3. Read-Across AI Derivation (Parallel Path)

In parallel with the CPCA pathway, Chemva identified three structurally analogous nitrosamines with published carcinogenicity dose-response data (TD50 values) in authoritative databases. Each analog was scored for structural similarity using Tanimoto indices and for metabolic equivalence using expert judgment on the position of the nitroso group, substitution pattern, and predicted activation pathway.

A weighted read-across TD50 was derived using the three analogs, and the corresponding AI was calculated using the standard TD50 × BW(50 kg) / LTD(25,550 days) formulation. The resulting read-across-derived AI was 7,200 ng/day — more than four times the default CPCA Category 4 value — giving the sponsor substantially broader formulation flexibility and allowing continued commercialization at the existing dose strengths.

4. Regulatory Submission Package

Chemva prepared a complete FDA/EMA submission package containing: (a) the CPCA-based AI justification as a fallback position, (b) the read-across-derived AI with full analog-selection rationale, Tanimoto similarity scoring, and TD50 documentation as the preferred position, and (c) a reviewer-facing narrative explaining the preferred approach and the regulatory basis for accepting it.

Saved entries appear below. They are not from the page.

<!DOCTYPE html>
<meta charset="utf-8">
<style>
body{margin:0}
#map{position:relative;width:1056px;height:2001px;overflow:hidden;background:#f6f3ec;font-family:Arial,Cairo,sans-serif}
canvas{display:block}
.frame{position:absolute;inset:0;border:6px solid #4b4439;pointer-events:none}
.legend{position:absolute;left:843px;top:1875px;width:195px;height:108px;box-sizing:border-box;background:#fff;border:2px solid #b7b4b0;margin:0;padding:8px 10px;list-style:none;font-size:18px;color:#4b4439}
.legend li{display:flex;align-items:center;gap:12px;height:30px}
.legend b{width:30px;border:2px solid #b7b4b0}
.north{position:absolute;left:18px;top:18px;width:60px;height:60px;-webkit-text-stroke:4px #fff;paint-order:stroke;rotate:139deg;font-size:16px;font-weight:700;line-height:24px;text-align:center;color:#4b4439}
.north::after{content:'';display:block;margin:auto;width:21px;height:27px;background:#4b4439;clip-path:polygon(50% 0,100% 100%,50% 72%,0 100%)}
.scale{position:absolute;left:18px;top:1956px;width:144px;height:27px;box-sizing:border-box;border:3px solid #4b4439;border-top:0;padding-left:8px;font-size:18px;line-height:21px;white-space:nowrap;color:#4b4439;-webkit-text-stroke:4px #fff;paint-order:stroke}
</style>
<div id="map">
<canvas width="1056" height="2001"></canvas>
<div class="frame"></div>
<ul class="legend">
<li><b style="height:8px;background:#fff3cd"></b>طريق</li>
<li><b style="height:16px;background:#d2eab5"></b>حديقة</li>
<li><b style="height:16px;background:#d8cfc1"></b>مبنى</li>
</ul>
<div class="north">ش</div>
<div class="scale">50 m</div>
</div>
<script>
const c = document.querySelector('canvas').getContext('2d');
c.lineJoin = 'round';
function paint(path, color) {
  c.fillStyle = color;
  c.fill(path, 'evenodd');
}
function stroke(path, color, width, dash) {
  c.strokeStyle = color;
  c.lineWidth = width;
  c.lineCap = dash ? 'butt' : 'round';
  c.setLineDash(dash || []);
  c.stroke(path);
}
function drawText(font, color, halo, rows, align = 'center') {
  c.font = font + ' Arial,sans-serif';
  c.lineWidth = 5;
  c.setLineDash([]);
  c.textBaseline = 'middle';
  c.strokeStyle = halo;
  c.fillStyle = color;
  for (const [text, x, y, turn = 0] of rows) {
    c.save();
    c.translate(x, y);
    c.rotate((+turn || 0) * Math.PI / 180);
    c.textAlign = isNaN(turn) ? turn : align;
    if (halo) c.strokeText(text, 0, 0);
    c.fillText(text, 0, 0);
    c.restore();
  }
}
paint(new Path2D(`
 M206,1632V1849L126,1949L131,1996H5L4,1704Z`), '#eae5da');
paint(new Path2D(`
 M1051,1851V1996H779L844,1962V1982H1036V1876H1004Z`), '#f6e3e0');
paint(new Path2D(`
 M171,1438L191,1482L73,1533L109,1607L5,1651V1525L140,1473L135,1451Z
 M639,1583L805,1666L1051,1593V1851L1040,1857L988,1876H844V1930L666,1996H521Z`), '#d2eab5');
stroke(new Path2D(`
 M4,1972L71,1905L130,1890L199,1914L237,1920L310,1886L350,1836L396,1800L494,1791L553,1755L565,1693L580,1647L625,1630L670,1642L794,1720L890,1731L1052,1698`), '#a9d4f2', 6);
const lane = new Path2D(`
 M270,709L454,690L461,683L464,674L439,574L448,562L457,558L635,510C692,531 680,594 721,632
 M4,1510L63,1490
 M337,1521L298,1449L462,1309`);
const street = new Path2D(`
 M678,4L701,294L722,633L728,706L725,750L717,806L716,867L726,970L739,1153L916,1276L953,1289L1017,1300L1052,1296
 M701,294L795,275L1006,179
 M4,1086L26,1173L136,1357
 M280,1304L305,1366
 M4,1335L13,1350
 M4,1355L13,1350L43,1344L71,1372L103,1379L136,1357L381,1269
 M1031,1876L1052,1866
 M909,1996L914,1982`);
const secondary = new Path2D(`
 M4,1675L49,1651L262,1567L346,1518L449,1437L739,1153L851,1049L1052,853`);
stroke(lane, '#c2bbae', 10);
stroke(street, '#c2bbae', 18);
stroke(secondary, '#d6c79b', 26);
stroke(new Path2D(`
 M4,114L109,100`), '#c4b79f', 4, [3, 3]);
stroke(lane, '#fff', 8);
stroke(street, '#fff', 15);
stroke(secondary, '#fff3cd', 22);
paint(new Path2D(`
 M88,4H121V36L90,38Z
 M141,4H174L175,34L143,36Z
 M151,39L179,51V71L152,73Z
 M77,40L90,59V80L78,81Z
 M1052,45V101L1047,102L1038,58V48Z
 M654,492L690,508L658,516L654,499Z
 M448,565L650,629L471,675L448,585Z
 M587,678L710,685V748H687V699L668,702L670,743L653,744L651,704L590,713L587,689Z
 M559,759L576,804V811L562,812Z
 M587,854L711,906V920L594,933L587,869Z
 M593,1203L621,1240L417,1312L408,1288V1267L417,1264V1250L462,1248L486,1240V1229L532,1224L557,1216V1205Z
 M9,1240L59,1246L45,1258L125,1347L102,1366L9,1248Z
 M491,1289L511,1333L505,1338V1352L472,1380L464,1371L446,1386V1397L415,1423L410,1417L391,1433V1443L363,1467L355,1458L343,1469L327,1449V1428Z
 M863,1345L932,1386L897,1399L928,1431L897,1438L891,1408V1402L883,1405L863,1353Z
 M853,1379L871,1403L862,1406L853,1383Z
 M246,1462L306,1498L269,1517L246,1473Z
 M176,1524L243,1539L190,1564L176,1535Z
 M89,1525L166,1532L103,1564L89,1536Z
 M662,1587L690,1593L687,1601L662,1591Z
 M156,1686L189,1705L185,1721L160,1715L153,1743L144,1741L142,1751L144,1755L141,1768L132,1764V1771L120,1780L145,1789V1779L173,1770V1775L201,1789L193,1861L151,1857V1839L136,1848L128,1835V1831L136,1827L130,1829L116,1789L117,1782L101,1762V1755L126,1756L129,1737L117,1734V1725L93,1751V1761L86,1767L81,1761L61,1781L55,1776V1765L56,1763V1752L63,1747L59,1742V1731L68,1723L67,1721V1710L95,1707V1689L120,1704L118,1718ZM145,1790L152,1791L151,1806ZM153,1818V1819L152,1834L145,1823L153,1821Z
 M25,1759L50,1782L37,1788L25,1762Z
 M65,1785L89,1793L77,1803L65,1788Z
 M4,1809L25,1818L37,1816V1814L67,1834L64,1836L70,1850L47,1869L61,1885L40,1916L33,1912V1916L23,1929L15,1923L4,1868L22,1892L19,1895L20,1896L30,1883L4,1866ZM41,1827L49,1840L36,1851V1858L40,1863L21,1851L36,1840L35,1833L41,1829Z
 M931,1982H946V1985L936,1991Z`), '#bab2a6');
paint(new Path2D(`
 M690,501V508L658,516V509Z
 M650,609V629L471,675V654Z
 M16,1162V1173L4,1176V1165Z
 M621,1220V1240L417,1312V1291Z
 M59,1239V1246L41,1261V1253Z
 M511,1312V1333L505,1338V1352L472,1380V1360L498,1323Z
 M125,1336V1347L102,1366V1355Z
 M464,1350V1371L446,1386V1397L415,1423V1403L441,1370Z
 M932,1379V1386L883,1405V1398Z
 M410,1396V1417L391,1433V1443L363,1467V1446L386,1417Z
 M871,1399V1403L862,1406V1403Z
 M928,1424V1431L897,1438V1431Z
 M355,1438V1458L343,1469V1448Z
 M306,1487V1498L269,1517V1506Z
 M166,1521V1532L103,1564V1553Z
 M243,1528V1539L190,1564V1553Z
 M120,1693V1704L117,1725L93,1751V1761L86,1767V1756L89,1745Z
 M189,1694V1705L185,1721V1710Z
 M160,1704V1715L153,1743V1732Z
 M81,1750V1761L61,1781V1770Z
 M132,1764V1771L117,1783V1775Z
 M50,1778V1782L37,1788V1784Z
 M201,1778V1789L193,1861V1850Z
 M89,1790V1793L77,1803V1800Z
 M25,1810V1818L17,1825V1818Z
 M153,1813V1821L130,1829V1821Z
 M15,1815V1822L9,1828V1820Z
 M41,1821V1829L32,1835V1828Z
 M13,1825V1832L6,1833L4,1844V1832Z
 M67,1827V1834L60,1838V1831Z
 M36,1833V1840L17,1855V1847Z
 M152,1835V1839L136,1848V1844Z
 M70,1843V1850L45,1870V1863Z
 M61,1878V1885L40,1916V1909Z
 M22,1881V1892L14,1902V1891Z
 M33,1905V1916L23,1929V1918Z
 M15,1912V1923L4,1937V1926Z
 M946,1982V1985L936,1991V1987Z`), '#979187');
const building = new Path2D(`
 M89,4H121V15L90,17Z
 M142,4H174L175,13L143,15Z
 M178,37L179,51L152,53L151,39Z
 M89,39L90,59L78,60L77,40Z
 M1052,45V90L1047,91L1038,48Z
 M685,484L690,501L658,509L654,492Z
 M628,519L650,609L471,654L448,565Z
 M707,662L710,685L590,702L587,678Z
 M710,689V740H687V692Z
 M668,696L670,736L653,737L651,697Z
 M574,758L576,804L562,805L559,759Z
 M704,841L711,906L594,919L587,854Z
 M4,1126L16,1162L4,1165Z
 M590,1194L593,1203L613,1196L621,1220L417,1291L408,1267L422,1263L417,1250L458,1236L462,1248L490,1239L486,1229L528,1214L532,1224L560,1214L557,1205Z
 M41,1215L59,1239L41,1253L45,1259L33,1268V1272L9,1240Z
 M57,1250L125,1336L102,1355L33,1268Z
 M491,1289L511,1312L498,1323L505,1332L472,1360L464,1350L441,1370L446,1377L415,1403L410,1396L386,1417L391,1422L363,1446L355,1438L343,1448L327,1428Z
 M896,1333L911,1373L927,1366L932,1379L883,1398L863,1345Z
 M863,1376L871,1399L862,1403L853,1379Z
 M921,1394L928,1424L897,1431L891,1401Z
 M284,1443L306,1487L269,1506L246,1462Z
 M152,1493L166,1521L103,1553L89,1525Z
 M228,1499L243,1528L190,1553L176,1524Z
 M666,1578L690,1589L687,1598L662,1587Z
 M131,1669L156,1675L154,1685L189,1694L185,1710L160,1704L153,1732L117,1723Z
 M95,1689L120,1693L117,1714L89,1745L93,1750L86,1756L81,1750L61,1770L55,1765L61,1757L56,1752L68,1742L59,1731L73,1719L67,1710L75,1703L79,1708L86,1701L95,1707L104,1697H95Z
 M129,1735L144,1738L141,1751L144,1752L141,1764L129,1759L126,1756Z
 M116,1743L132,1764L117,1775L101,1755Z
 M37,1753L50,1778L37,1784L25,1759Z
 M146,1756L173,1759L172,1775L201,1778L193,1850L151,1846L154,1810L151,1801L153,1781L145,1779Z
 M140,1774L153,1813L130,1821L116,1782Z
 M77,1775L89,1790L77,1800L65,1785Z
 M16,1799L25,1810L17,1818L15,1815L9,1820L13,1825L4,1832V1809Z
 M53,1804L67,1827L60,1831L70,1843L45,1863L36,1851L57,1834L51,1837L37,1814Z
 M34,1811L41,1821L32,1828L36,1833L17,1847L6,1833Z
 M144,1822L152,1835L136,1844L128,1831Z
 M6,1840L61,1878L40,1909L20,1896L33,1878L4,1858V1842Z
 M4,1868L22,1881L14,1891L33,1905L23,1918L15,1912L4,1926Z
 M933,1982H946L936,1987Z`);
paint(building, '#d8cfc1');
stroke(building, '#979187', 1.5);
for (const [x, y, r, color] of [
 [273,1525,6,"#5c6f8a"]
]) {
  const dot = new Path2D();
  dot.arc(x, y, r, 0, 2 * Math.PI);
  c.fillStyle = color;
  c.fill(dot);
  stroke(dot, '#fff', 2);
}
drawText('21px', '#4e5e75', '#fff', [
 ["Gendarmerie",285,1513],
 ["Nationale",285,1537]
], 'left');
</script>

The package was formatted for direct transfer into Module 3.2.S.3.2 (Impurities) for FDA and into the Article 5(3) step-3 response template for EMA. A parallel Health Canada and MHRA annex was included to preempt follow-up requests from those authorities. The package was submitted through the sponsor's regulatory affairs function three weeks ahead of the 8-week compliance deadline, and a short executive briefing was prepared for the sponsor's internal stakeholders (Quality, Regulatory, Commercial) explaining the read-across rationale in business terms.

Impact Delivered

• Chemva delivered the complete NDSRI risk assessment package 3 weeks ahead of the FDA/EMA compliance deadline.
• The read-across-derived AI was accepted by both EMA and FDA reviewers on first-pass review, allowing the sponsor to avoid reformulation and retain their existing manufacturing supply chain.
• Estimated cost avoidance of ~$2.5M in reformulation, analytical method revalidation, and market supply disruption.
• The CPCA-plus-read-across dual-path methodology Chemva developed has been adopted as the sponsor's standard NDSRI playbook for three follow-on drug product assessments.

Key Takeaways

NDSRI risk assessments in 2026 are no longer a single-method exercise. A defensible submission typically includes at minimum a CPCA category assignment as a baseline, a dual-platform (Q)SAR mutagenicity assessment, and — where reformulation would be commercially damaging — a parallel read-across AI derivation to secure a more permissive compound-specific limit.

The commercial stakes are significant: for widely prescribed generics, the difference between the CPCA default AI and a read-across-derived AI can determine whether a product remains on-market at full dose strength, requires partial reformulation, or faces supply disruption. Sponsors should not approach NDSRI assessments as a pure compliance exercise — the technical approach chosen directly determines market access. Chemva's integrated toxicology risk assessment practice is built around this combined commercial-plus-regulatory lens.